- Portrait of Allen

Personal information
- Full name: James Kanati Allen
- Born: January 25, 1947 Los Angeles, California, U.S.
- Died: December 31, 2011 (aged 64) Los Angeles, California, U.S.
- Height: 1.73 m (5 ft 8 in)

Gymnastics career
- Discipline: Men's artistic gymnastics
- Country represented: United States
- College team: UCLA Bruins (1964–1968)
- Club: Los Angeles High School
- Head coach: Art Shurlock
- Retired: c. 1972
- Medal record
Men's artistic gymnastics
Representing United States
| Event | 1st | 2nd | 3rd |
| Universiade | 0 | 1 | 0 |
| Total | 0 | 1 | 0 |
Universiade
| Silver medal – second place | 1967 Tokyo | Team |

= Kanati Allen =

American artistic gymnast

James Kanati Allen (January 25, 1947 – December 31, 2011) was an American gymnast.

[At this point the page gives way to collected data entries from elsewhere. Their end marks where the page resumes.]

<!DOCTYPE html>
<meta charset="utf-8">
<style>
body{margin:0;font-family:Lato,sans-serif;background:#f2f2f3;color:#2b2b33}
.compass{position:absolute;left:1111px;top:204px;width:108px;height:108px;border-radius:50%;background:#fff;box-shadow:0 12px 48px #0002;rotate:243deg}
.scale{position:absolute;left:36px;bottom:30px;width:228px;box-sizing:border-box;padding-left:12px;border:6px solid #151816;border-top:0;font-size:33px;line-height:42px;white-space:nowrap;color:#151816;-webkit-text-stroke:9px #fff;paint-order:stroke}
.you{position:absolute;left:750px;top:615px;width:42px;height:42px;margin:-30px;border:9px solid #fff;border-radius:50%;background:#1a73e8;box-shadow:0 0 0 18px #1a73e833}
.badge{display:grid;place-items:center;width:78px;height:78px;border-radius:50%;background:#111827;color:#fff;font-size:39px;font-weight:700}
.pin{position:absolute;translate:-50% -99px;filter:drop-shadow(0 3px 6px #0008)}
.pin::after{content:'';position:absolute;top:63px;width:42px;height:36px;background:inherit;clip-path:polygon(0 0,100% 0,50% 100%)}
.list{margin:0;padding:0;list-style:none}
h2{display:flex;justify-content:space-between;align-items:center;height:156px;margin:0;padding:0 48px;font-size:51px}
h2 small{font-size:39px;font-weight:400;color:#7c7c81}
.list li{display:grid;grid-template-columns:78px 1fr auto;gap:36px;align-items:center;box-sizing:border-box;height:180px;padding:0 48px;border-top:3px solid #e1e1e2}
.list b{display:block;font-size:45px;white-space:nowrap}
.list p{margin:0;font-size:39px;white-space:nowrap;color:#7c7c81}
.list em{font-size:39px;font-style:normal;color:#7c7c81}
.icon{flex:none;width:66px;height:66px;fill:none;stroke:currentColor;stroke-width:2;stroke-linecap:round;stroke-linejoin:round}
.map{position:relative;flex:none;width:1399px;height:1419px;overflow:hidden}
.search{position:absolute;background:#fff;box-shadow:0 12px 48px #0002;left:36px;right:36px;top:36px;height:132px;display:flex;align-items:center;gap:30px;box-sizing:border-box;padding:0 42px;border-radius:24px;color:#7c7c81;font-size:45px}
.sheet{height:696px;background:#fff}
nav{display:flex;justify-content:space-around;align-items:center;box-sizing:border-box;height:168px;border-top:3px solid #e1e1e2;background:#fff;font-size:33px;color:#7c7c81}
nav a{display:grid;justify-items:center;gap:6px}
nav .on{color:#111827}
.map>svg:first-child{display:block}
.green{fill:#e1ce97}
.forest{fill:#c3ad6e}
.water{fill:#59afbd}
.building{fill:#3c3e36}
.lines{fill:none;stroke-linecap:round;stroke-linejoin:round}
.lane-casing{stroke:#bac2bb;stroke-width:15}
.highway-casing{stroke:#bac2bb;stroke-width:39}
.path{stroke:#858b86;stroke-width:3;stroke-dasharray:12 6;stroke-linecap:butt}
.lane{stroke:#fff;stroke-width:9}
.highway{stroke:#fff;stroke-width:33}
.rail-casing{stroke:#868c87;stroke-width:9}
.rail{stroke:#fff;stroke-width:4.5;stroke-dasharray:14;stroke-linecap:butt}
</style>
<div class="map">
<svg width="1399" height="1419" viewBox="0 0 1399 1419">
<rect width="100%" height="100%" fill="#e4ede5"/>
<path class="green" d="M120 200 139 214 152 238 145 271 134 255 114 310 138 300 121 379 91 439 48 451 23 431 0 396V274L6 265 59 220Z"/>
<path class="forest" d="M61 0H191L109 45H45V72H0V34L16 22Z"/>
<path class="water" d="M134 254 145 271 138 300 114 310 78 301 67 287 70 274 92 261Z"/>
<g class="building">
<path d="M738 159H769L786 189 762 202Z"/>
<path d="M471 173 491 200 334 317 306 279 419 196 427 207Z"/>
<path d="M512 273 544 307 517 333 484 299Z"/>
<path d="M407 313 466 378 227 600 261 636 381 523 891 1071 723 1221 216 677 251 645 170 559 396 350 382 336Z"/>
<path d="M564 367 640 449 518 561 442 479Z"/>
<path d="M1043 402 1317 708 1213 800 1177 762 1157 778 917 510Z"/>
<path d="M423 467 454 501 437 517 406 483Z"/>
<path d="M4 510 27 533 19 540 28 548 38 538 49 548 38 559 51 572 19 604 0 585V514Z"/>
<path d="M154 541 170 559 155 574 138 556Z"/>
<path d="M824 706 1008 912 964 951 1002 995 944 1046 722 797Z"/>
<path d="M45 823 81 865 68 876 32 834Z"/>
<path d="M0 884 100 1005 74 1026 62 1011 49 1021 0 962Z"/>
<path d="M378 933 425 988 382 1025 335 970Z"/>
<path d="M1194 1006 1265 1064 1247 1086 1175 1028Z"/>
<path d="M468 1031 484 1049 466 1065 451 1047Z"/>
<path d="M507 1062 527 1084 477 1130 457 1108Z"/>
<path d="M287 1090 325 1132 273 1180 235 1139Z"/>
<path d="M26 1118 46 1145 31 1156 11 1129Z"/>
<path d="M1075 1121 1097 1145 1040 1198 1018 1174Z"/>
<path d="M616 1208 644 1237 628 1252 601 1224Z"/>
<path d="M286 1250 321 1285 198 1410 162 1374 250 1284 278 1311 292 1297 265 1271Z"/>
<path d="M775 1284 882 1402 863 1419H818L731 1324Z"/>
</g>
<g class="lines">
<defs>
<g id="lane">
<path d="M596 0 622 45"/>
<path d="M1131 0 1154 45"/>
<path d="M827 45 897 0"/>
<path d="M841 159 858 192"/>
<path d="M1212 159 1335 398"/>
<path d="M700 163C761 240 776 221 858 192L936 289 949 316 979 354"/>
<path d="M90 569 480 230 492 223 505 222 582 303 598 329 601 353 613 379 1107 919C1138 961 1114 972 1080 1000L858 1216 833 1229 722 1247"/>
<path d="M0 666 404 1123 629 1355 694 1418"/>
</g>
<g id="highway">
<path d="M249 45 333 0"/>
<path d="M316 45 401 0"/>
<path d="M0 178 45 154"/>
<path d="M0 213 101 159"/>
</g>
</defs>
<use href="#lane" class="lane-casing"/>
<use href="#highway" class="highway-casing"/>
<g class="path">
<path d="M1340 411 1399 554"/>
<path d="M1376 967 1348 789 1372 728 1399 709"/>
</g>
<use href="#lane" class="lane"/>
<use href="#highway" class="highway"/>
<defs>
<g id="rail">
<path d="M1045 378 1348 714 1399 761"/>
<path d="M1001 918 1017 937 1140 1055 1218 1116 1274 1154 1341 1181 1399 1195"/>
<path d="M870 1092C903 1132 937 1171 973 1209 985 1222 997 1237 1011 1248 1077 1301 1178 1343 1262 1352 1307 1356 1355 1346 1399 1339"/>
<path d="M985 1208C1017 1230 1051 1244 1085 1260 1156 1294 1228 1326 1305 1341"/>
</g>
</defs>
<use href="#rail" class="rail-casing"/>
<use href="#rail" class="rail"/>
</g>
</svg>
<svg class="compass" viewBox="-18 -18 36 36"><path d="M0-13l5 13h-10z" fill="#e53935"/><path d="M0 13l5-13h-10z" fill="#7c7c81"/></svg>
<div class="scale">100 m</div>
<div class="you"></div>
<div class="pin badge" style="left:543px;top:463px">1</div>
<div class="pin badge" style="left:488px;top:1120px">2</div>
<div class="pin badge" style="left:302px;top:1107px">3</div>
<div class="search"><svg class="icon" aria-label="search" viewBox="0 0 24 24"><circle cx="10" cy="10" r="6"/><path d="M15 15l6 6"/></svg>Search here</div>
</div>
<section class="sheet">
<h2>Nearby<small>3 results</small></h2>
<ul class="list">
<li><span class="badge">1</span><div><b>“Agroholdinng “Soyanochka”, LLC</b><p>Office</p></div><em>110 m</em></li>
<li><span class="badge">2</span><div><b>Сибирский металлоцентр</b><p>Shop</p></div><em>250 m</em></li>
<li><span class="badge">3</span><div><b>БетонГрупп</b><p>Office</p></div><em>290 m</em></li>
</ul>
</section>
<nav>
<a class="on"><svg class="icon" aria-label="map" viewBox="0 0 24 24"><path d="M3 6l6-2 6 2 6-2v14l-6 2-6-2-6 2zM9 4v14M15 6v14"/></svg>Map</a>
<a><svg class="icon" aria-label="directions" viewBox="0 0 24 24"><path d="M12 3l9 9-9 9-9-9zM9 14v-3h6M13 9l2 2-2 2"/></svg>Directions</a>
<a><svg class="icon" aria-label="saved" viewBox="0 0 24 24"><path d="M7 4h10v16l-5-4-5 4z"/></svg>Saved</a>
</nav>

He was a member of the United States men's national artistic gymnastics team and competed for the seventh-place U.S. team at the 1968 Summer Olympics. Allen, who is black and Cherokee, was the first African-American gymnast to compete at the Olympic Games.

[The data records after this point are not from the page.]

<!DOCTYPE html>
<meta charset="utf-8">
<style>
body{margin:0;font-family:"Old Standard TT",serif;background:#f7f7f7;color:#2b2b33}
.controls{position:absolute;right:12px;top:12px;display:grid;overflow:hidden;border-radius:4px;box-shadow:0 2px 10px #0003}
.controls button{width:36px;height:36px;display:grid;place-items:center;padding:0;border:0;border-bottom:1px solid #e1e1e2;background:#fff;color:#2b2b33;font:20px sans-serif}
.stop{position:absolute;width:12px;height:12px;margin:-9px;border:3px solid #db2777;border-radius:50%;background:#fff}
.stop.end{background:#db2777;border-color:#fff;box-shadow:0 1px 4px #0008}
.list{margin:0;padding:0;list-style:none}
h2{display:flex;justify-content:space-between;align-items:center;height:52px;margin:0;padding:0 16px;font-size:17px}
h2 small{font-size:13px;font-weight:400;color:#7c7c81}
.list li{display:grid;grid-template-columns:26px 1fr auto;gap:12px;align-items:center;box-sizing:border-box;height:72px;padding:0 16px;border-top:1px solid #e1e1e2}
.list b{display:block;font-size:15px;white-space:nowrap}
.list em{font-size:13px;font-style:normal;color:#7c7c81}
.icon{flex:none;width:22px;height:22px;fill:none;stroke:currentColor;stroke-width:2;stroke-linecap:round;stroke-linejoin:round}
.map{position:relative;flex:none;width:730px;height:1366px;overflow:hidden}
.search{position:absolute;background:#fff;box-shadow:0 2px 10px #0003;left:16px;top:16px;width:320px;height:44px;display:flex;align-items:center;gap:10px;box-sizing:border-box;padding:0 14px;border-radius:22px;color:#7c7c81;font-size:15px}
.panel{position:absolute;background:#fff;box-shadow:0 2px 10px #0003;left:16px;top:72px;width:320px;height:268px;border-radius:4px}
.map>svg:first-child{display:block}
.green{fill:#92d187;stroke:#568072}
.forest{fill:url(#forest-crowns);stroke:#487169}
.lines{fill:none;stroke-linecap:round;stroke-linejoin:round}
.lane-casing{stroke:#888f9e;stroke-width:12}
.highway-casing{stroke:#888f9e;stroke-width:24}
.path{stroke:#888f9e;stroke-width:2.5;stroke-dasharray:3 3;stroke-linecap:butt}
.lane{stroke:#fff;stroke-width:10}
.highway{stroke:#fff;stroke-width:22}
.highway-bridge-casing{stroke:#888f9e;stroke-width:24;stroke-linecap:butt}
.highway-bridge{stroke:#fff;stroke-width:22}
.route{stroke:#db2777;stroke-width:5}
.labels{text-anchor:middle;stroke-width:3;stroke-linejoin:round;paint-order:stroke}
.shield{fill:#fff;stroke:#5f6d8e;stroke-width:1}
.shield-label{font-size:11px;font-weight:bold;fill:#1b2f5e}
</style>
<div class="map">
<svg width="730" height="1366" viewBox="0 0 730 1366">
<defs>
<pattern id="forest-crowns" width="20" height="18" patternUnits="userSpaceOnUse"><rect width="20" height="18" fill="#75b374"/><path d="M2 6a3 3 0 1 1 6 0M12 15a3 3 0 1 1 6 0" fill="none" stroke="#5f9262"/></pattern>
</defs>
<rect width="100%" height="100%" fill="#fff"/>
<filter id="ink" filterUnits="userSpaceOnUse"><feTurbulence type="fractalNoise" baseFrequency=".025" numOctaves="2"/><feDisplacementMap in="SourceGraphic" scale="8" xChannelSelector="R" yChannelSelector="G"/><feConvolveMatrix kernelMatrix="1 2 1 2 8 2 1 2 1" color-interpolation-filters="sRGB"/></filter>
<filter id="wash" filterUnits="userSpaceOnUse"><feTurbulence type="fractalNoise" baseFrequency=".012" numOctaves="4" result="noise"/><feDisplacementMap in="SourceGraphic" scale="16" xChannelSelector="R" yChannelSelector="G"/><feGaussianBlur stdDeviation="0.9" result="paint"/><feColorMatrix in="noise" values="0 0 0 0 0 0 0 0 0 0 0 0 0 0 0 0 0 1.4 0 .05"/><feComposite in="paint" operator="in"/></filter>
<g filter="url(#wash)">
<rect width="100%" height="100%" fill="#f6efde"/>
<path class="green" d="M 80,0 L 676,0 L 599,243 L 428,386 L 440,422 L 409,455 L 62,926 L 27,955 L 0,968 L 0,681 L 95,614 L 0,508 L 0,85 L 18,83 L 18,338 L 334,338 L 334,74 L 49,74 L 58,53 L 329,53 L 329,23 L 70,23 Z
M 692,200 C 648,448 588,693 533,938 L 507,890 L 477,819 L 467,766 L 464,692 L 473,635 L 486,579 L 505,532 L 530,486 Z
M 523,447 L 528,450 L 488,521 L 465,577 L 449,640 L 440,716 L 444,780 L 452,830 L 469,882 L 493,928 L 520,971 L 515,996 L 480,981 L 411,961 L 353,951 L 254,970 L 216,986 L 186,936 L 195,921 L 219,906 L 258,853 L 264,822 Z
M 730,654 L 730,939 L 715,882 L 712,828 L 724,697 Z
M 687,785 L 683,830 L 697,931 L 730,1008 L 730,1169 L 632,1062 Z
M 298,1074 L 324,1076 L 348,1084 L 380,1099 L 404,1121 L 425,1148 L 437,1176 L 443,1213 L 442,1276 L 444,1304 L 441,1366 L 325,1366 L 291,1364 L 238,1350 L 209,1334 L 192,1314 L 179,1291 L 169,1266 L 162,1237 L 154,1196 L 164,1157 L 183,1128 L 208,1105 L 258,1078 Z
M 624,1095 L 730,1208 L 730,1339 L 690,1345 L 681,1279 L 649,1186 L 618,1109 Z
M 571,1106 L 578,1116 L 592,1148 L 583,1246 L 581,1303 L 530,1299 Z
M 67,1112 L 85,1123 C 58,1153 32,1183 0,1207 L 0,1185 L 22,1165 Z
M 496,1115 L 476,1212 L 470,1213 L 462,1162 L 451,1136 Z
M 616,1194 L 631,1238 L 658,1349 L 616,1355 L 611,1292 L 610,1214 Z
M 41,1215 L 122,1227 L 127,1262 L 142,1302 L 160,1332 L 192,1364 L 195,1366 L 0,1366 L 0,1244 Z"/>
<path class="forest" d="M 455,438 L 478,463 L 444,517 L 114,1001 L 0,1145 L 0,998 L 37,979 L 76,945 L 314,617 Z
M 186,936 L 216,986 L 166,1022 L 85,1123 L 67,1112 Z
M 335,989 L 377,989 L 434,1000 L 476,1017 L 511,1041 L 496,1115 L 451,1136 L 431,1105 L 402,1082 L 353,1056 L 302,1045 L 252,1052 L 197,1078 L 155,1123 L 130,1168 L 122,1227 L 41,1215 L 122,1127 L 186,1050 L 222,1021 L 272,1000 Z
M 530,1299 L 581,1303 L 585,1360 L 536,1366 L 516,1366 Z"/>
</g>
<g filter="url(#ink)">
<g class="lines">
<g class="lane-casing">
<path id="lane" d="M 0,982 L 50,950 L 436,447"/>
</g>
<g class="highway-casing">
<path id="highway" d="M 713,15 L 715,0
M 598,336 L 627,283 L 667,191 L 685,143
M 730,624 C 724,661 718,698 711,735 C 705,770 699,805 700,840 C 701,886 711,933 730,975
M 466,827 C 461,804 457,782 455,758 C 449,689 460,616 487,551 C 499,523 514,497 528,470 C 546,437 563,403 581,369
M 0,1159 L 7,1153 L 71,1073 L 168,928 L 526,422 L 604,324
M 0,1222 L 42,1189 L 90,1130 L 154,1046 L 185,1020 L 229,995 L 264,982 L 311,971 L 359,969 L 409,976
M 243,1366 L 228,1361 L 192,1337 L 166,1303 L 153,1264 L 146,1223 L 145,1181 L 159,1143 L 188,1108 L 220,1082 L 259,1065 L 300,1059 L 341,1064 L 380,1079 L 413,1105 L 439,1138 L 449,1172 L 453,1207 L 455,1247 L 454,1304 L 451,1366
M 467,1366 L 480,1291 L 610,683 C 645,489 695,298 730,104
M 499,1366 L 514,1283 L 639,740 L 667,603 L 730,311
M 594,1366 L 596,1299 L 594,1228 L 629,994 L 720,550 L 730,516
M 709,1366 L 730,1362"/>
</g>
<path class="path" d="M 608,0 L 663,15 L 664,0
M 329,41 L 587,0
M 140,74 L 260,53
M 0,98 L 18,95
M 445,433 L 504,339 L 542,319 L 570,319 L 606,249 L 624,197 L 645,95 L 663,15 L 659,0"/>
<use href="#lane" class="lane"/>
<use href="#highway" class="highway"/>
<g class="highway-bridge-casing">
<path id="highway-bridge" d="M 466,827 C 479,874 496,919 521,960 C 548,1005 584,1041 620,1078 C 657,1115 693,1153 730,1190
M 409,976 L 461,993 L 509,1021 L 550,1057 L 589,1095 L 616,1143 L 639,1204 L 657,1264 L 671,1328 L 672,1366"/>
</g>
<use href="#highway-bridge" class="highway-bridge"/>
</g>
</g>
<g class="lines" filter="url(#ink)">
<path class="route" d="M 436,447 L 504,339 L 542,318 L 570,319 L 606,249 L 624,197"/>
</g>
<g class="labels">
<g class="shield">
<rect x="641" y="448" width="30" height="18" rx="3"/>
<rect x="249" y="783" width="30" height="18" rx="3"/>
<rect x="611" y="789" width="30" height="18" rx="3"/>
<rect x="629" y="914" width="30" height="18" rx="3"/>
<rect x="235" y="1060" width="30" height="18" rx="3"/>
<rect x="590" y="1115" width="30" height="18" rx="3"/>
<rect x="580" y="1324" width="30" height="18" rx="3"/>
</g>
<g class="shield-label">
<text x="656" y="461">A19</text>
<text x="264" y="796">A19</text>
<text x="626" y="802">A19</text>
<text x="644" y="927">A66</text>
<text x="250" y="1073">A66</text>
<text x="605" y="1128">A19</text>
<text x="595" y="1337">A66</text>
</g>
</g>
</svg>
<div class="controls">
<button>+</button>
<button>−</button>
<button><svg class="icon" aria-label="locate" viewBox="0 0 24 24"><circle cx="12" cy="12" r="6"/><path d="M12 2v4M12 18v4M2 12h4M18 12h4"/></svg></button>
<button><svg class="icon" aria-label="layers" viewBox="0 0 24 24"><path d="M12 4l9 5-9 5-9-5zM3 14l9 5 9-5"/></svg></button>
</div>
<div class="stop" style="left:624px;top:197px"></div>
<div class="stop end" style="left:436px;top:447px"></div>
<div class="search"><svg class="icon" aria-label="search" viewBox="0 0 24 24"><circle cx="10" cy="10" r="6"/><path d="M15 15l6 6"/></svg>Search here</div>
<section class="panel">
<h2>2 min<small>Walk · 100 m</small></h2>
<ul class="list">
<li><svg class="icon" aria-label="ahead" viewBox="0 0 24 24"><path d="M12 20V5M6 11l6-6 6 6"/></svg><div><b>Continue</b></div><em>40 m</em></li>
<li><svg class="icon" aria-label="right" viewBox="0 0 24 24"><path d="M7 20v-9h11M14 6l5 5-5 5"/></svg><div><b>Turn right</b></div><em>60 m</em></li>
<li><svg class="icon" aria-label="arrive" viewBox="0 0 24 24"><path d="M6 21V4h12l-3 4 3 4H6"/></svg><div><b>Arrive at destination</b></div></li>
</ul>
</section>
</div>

Allen attended Los Angeles High School before attending University of California, Los Angeles where he competed as a member of the UCLA Bruins men's gymnastics team from 1964 to 1968.

His last major competition was the 1972 United States Olympic trials where he was not selected for the 1972 Summer Olympics.

He received a PhD in physics from the University of Washington.